Haxelion reversed engineered part of Squid (ex Papyrus) application page storage format which is based on Google Protocol Buffers. He rewrote part of the format .proto file and wrote a demonstration script which uses protobuf and cairo to convert Squid page file into SVG.

I have extended his work adding more features like Ellipses, Text support and notes export based on the papyrus.db file.

Screenshots

Output

With Squid Decoder you can convert your papyrus.bak file into a collection of converted PDF files.
If you're geek enough (like myself), you can even set up a CI and generate the PDFs remotely:

Artifacts dir

This is how the directory will look like after you run Squid Decoder on your papyrus.bak file. Your notes will be divided into folders that have the same name of the notebook that contiains them.

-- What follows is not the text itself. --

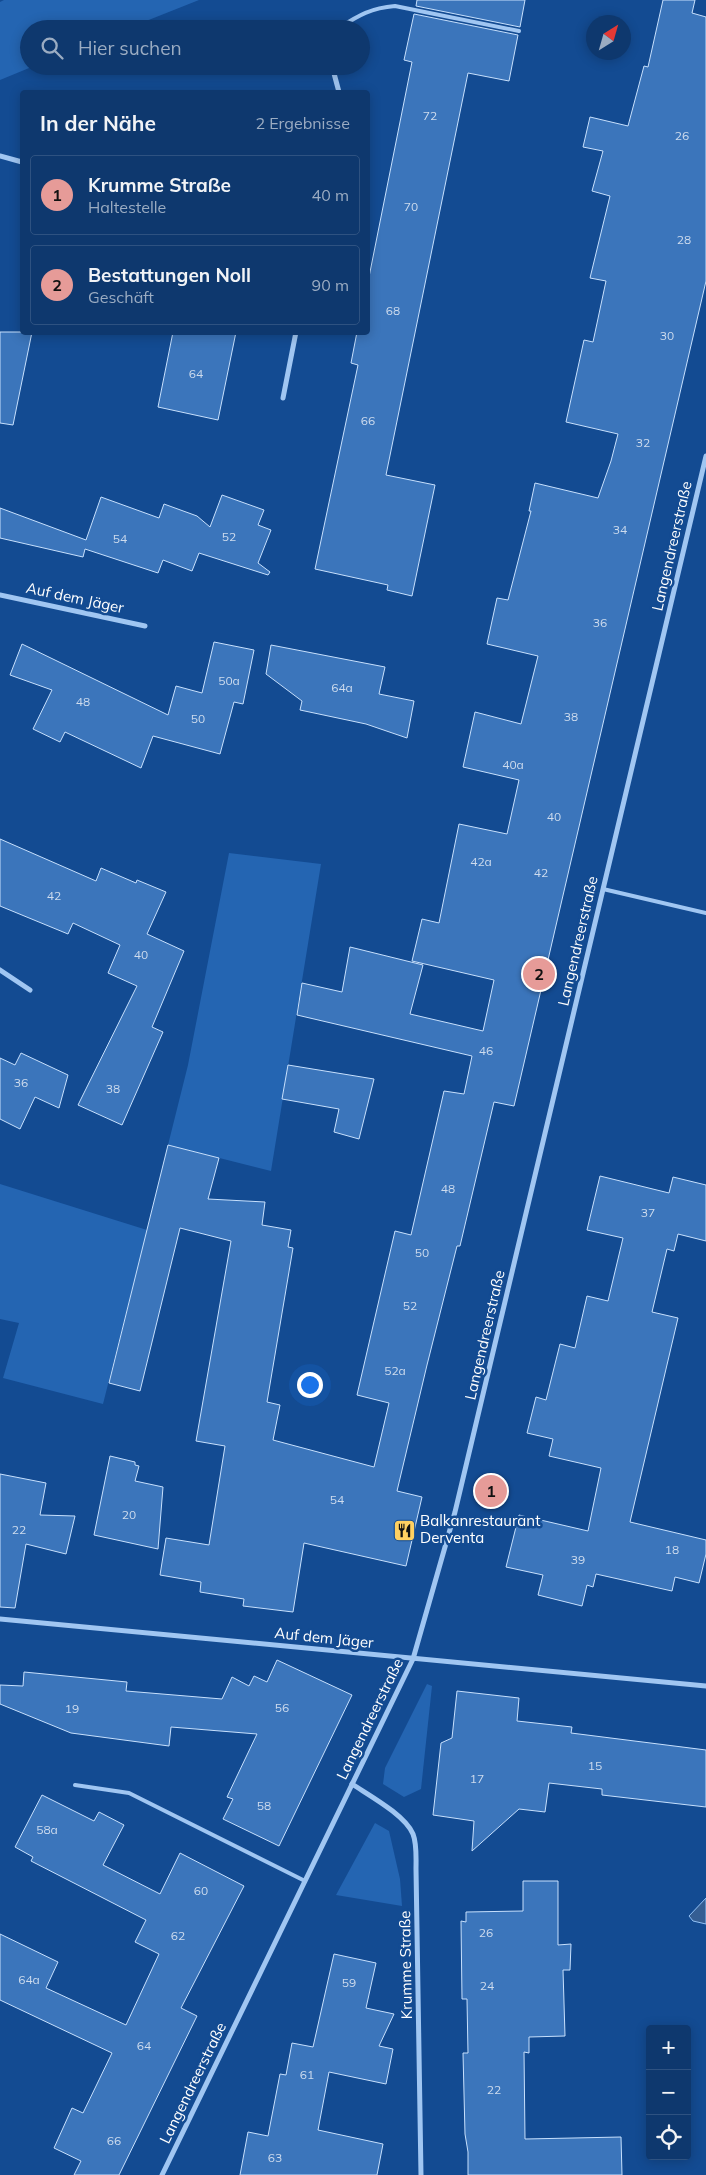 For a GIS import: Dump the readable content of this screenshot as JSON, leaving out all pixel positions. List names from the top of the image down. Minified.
{"streets":{"street":["Langendreerstraße","Auf dem Jäger","Krumme Straße"]},"crossings":[["Langendreerstraße","Auf dem Jäger"],["Langendreerstraße","Krumme Straße"]],"places":{"restaurant":["Balkanrestaurant Derventa"]},"house_numbers":["72","26","70","28","68","30","64","66","32","34","52","54","36","50a","64a","48","38","50","40a","40","42a","42","42","40","46","36","38","48","37","50","52","52a","54","20","22","18","39","56","19","15","17","58","58a","60","26","62","64a","59","24","64","61","22","66","63"],"north":"top right","page":{"search":"Hier suchen","heading":["In der Nähe","2 Ergebnisse"],"list":[{"mark":"1","name":"Krumme Straße","note":"Haltestelle","value":"40 m"},{"mark":"2","name":"Bestattungen Noll","note":"Geschäft","value":"90 m"}],"pins":["2","1"],"map_buttons":["+","−"]}}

Artitfacts Directory of Jenkins

Example 1

Multi-colored path, highlights, shapes, you name it! Squid Decoder has your back. We (almost) have a 1:1 conversion. WYS (in Squid app) IWYG. Generated Note 1

Example 2

Generated Note 2

Process

During the process, you'll be able to see what notes are being converted, and where they are going to be placed.
After the process terminates, you'll be able to browse your exported/ folder and enjoy your PDF files.
Process

Background

You can obtain those pages by making a local or cloud backup. This creates a file called papyrus.bak which is in fact a zip file. In the zip you'll find an info.json file, a papyrus.db database file and a data directory. The pages are located in data/pages.

Page names correspond to UUIDs. The database (which is a SQLite3 database) links those UUID with notes and notebooks.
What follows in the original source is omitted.